Hi all - I just solved an error where a kernel was operating on a shared memory space that was not fully initialized.
Some pseudocode of erroneous code:
static device forceinline void processing (float *shared_array)
shared float array_copy [array_size];if (threadIdx.x < array_size / 2 )
array_copy[threadIdx.x] = shared_array[threadIdx.x];
__syncthreads();if (threadIdx.x == 0)
find_median(array_copy);__syncthreads();
When running this code the find_median function (which is recursive and operates on the bounds of array_size) would hang after several recursive iterations while operating on array_copy without fail. (I’m aware this small snippet of code lacks context and thus is not fully reproducible. )

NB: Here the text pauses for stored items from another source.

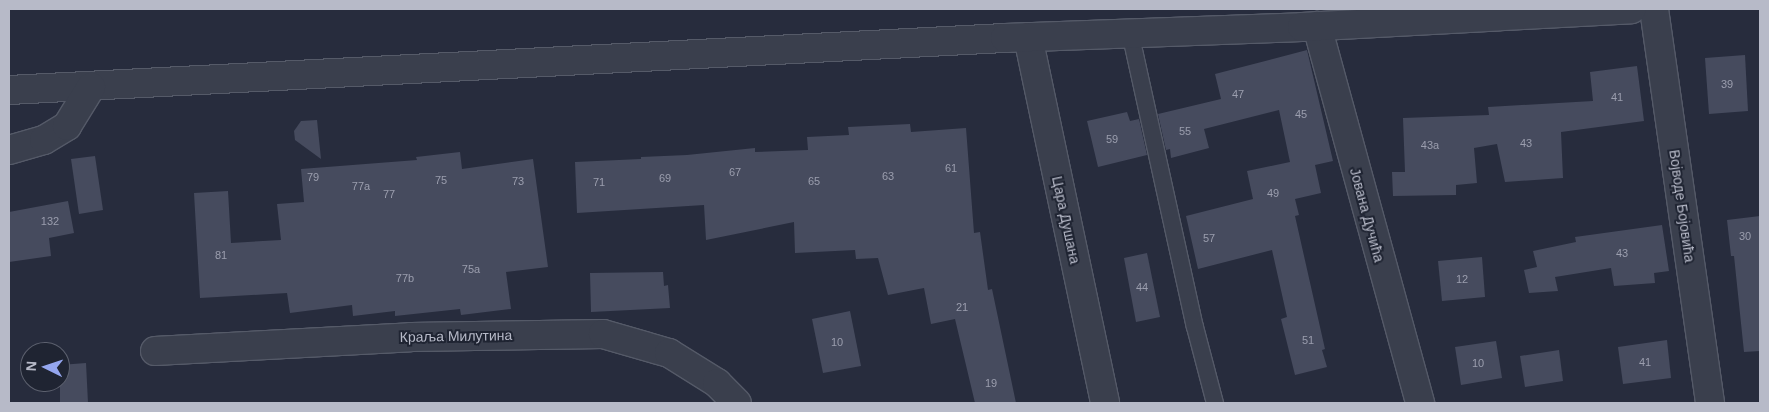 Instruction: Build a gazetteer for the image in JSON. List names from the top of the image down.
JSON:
{
  "streets": {
    "street": [
      "Војводе Бојовића",
      "Јована Дучића",
      "Цара Душана",
      "Краља Милутина"
    ]
  },
  "house_numbers": [
    "39",
    "47",
    "41",
    "45",
    "55",
    "59",
    "43",
    "43a",
    "61",
    "67",
    "63",
    "79",
    "69",
    "75",
    "73",
    "65",
    "71",
    "77a",
    "49",
    "77",
    "132",
    "30",
    "57",
    "43",
    "81",
    "75a",
    "77b",
    "12",
    "44",
    "21",
    "51",
    "10",
    "41",
    "10",
    "19"
  ],
  "north": "left"
} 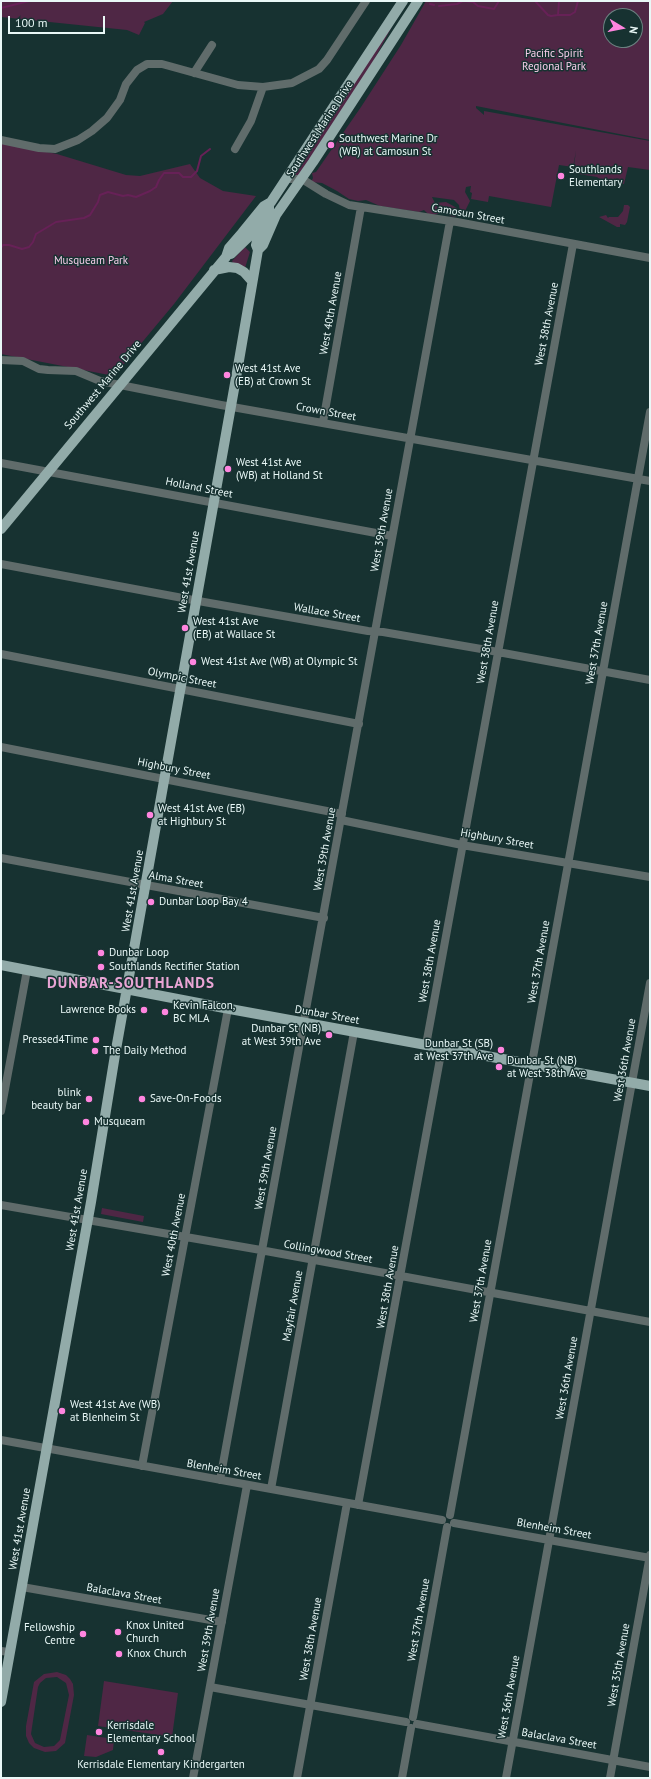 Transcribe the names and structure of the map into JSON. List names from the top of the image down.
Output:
{
  "streets": {
    "main road": ["Southwest Marine Drive", "West 41st Avenue", "Dunbar Street"],
    "street": [
      "Camosun Street",
      "West 40th Avenue",
      "West 38th Avenue",
      "Crown Street",
      "Holland Street",
      "West 39th Avenue",
      "Wallace Street",
      "West 37th Avenue",
      "Olympic Street",
      "Highbury Street",
      "Alma Street",
      "West 36th Avenue",
      "Collingwood Street",
      "Mayfair Avenue",
      "Blenheim Street",
      "Balaclava Street",
      "West 35th Avenue"
    ]
  },
  "crossings": [
    ["Southwest Marine Drive", "Camosun Street"],
    ["Southwest Marine Drive", "Crown Street"],
    ["Southwest Marine Drive", "Holland Street"],
    ["Southwest Marine Drive", "West 41st Avenue"],
    ["Camosun Street", "West 40th Avenue"],
    ["Camosun Street", "West 38th Avenue"],
    ["Camosun Street", "West 39th Avenue"],
    ["West 40th Avenue", "Crown Street"],
    ["West 40th Avenue", "Dunbar Street"],
    ["West 40th Avenue", "Collingwood Street"],
    ["West 40th Avenue", "Blenheim Street"],
    ["West 38th Avenue", "Crown Street"],
    ["West 38th Avenue", "Wallace Street"],
    ["West 38th Avenue", "Highbury Street"],
    ["West 38th Avenue", "Dunbar Street"],
    ["West 38th Avenue", "Collingwood Street"],
    ["West 38th Avenue", "Blenheim Street"],
    ["West 38th Avenue", "Balaclava Street"],
    ["Crown Street", "West 39th Avenue"],
    ["Crown Street", "West 41st Avenue"],
    ["Crown Street", "West 37th Avenue"],
    ["Holland Street", "West 39th Avenue"],
    ["Holland Street", "West 41st Avenue"],
    ["West 39th Avenue", "Wallace Street"],
    ["West 39th Avenue", "Olympic Street"],
    ["West 39th Avenue", "Highbury Street"],
    ["West 39th Avenue", "Alma Street"],
    ["West 39th Avenue", "Dunbar Street"],
    ["West 39th Avenue", "Collingwood Street"],
    ["West 39th Avenue", "Blenheim Street"],
    ["West 39th Avenue", "Balaclava Street"],
    ["West 41st Avenue", "Wallace Street"],
    ["West 41st Avenue", "Olympic Street"],
    ["West 41st Avenue", "Highbury Street"],
    ["West 41st Avenue", "Alma Street"],
    ["West 41st Avenue", "Dunbar Street"],
    ["West 41st Avenue", "Collingwood Street"],
    ["West 41st Avenue", "Blenheim Street"],
    ["West 41st Avenue", "Balaclava Street"],
    ["Wallace Street", "West 37th Avenue"],
    ["West 37th Avenue", "Highbury Street"],
    ["West 37th Avenue", "Dunbar Street"],
    ["West 37th Avenue", "Collingwood Street"],
    ["West 37th Avenue", "Blenheim Street"],
    ["West 37th Avenue", "Balaclava Street"],
    ["Dunbar Street", "West 36th Avenue"],
    ["Dunbar Street", "Mayfair Avenue"],
    ["West 36th Avenue", "Collingwood Street"],
    ["West 36th Avenue", "Blenheim Street"],
    ["West 36th Avenue", "Balaclava Street"],
    ["Collingwood Street", "Mayfair Avenue"],
    ["Mayfair Avenue", "Blenheim Street"],
    ["Blenheim Street", "West 35th Avenue"],
    ["Balaclava Street", "West 35th Avenue"]
  ],
  "districts": ["DUNBAR-SOUTHLANDS"],
  "parks": ["Pacific Spirit Regional Park", "Musqueam Park"],
  "places": [
    "Southwest Marine Dr (WB) at Camosun St",
    "Southlands Elementary",
    "West 41st Ave (EB) at Crown St",
    "West 41st Ave (WB) at Holland St",
    "West 41st Ave (EB) at Wallace St",
    "West 41st Ave (WB) at Olympic St",
    "West 41st Ave (EB) at Highbury St",
    "Dunbar Loop Bay 4",
    "Dunbar Loop",
    "Southlands Rectifier Station",
    "Lawrence Books",
    "Kevin Falcon, BC MLA",
    "Dunbar St (NB) at West 39th Ave",
    "Pressed4Time",
    "Dunbar St (SB) at West 37th Ave",
    "The Daily Method",
    "Dunbar St (NB) at West 38th Ave",
    "blink beauty bar",
    "Save-On-Foods",
    "Musqueam",
    "West 41st Ave (WB) at Blenheim St",
    "Knox United Church",
    "Fellowship Centre",
    "Knox Church",
    "Kerrisdale Elementary School",
    "Kerrisdale Elementary Kindergarten"
  ],
  "scale_bar": "100 m",
  "north": "right"
}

The first thing you might notice is that not all of array_copy is being initialized (this was the bug I fixed that solved the issue).
So while I fixed the issue but I am interested in finding out why the previous version would hang. With the older version it would hang unless I included the -G -g tags, in which case it would return
Unspecified launch failure - cudaError 719
when running the kernel.
Using cuda-gdb I would get
Thread 1 “test_controller” received signal SIGTRAP, Trace/breakpoint trap
during the find_median function.
if continued:
CUDA Exception: Warp Out-of-range Address
I am thinking the shared memory is somehow deallocated during runtime which leads to the recursive median function hitting a out-of-range address after a few loops (17 to be exact). This seems to be the case since it does happen to execute successfully if I reduce the memory load (removing other kernels, increasing time between kernels using sleep(), etc) .
Is this “runtime shared memory deallocation” even possible?